→ The task: The data must be given again in full, with no line altered.

→ Excerpted records:

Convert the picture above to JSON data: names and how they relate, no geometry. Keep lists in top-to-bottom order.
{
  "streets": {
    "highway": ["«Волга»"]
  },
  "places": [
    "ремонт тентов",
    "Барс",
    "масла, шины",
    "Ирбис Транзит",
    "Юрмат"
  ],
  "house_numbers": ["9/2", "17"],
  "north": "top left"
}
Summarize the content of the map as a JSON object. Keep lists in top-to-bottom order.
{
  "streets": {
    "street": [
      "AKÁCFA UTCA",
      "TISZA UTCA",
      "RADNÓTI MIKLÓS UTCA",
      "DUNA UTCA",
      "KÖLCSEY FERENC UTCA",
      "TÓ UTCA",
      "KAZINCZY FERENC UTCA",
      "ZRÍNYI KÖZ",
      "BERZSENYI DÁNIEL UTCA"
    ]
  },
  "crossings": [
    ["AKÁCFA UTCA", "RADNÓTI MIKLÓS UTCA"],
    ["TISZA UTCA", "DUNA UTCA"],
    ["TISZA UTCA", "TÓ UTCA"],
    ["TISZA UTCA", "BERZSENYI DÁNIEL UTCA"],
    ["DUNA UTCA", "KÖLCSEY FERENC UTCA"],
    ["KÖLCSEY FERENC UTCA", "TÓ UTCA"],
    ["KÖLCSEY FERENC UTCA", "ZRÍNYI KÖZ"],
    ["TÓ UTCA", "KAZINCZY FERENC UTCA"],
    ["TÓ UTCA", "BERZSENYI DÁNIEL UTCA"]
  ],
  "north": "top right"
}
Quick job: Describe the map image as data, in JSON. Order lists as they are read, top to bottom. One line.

→ Task solution:
Convert the picture above to JSON data: names and how they relate, no geometry. Keep lists in top-to-bottom order.
{
  "streets": {
    "highway": ["«Волга»"]
  },
  "places": [
    "ремонт тентов",
    "Барс",
    "масла, шины",
    "Ирбис Транзит",
    "Юрмат"
  ],
  "house_numbers": ["9/2", "17"],
  "north": "top left"
}
Summarize the content of the map as a JSON object. Keep lists in top-to-bottom order.
{
  "streets": {
    "street": [
      "AKÁCFA UTCA",
      "TISZA UTCA",
      "RADNÓTI MIKLÓS UTCA",
      "DUNA UTCA",
      "KÖLCSEY FERENC UTCA",
      "TÓ UTCA",
      "KAZINCZY FERENC UTCA",
      "ZRÍNYI KÖZ",
      "BERZSENYI DÁNIEL UTCA"
    ]
  },
  "crossings": [
    ["AKÁCFA UTCA", "RADNÓTI MIKLÓS UTCA"],
    ["TISZA UTCA", "DUNA UTCA"],
    ["TISZA UTCA", "TÓ UTCA"],
    ["TISZA UTCA", "BERZSENYI DÁNIEL UTCA"],
    ["DUNA UTCA", "KÖLCSEY FERENC UTCA"],
    ["KÖLCSEY FERENC UTCA", "TÓ UTCA"],
    ["KÖLCSEY FERENC UTCA", "ZRÍNYI KÖZ"],
    ["TÓ UTCA", "KAZINCZY FERENC UTCA"],
    ["TÓ UTCA", "BERZSENYI DÁNIEL UTCA"]
  ],
  "north": "top right"
}
Quick job: Describe the map image as data, in JSON. Order lists as they are read, top to bottom. One line.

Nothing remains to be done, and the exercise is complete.